** What is being asked **
Copy out each line below in which the string "stream" appears.
-- Opening Marker --
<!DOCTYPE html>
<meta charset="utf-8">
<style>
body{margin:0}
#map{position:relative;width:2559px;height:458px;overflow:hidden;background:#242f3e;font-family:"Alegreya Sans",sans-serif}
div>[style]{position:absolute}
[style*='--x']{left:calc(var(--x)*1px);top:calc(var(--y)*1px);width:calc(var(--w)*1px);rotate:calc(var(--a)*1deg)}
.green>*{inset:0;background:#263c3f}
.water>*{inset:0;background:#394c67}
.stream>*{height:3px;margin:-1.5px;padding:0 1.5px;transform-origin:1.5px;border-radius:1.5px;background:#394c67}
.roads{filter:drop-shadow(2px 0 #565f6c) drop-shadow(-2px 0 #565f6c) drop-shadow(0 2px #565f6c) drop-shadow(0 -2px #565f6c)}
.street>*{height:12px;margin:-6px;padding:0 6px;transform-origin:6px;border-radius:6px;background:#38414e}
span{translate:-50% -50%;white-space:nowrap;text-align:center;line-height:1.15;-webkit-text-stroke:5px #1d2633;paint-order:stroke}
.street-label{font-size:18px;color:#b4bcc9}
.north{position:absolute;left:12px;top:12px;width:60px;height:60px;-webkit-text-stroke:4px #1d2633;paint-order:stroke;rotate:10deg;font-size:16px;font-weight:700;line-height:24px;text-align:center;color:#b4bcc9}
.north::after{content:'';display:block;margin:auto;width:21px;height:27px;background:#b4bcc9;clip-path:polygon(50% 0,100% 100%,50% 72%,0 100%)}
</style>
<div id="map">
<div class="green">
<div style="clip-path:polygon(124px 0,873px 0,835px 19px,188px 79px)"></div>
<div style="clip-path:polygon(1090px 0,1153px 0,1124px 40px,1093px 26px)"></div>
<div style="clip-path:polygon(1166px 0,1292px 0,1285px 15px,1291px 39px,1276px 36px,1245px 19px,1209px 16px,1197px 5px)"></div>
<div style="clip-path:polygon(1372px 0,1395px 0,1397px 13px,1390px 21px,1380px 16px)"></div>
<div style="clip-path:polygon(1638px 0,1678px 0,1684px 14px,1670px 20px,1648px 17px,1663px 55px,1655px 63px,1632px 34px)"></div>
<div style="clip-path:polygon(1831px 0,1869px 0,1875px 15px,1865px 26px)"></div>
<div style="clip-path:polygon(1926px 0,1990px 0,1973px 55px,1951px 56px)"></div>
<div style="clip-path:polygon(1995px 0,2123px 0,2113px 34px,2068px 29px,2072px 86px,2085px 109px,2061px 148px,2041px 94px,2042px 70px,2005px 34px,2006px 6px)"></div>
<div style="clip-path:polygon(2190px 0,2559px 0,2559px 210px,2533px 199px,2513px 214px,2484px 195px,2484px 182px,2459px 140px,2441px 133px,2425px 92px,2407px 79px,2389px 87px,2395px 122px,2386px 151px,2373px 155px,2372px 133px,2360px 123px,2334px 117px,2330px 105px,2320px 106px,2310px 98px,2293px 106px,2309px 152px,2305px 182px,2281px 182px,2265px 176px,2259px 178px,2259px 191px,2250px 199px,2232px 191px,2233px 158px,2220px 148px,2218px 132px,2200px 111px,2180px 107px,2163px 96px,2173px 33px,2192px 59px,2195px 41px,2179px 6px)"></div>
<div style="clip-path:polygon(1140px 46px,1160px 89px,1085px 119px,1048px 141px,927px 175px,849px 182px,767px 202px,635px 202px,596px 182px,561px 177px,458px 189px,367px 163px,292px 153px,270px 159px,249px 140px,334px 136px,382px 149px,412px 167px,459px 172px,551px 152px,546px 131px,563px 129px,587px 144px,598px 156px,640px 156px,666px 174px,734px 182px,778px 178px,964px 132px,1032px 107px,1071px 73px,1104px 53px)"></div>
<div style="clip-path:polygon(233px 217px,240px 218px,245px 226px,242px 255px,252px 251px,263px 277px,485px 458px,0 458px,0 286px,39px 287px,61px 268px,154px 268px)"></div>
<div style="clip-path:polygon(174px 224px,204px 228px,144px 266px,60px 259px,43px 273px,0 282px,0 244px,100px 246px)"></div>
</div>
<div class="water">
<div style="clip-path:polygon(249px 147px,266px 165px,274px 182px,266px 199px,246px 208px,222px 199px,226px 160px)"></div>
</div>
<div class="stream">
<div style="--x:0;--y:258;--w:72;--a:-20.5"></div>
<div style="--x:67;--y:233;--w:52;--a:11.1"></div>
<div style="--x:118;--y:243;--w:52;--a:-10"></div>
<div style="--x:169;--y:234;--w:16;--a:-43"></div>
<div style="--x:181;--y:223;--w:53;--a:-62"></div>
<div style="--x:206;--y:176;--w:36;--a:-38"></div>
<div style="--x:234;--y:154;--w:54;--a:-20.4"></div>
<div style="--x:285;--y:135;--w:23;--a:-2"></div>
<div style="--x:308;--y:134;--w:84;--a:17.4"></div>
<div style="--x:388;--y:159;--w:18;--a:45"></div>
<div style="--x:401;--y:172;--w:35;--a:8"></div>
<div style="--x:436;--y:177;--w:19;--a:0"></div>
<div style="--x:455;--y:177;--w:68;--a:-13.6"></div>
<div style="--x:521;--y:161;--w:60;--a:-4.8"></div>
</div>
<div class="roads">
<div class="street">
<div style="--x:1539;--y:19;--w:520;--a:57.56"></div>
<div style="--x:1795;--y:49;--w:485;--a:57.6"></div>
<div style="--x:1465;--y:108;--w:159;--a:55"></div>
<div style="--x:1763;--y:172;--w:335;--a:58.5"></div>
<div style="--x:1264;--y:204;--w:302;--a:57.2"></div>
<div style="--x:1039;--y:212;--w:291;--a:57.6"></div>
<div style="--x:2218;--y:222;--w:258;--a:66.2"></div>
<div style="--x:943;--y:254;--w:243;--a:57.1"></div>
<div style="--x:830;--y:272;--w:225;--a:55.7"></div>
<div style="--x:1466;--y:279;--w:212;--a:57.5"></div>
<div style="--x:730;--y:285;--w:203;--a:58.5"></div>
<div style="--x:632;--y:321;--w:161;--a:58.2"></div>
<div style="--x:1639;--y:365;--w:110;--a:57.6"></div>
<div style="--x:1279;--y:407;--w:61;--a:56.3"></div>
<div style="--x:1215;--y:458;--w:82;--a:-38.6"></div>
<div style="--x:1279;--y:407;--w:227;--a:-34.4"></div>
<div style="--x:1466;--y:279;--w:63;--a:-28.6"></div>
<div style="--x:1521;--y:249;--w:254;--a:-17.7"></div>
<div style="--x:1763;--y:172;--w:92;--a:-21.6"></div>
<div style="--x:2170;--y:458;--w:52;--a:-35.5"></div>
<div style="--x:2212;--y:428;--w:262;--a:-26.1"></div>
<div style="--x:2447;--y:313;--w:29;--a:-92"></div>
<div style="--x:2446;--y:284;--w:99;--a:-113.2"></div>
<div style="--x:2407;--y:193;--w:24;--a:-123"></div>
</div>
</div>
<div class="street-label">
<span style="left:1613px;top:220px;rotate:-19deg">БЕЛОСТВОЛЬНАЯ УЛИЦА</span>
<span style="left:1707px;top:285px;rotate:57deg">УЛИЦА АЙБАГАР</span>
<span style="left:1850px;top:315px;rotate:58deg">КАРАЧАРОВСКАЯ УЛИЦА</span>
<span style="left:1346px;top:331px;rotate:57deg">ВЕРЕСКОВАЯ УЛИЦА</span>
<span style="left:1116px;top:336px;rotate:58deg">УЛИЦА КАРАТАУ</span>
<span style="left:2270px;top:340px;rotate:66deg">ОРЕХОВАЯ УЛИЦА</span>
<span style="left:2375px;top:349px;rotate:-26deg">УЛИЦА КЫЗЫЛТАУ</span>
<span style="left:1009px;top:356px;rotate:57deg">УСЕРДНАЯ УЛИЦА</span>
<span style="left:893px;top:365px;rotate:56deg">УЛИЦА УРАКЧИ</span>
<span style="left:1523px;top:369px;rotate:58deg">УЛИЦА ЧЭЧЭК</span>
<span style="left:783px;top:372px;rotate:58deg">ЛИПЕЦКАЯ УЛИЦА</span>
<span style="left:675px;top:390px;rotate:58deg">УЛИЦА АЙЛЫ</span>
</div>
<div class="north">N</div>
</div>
-- Closing Marker --
** Finished exercise **
.stream>*{height:3px;margin:-1.5px;padding:0 1.5px;transform-origin:1.5px;border-radius:1.5px;background:#394c67}
<div class="stream">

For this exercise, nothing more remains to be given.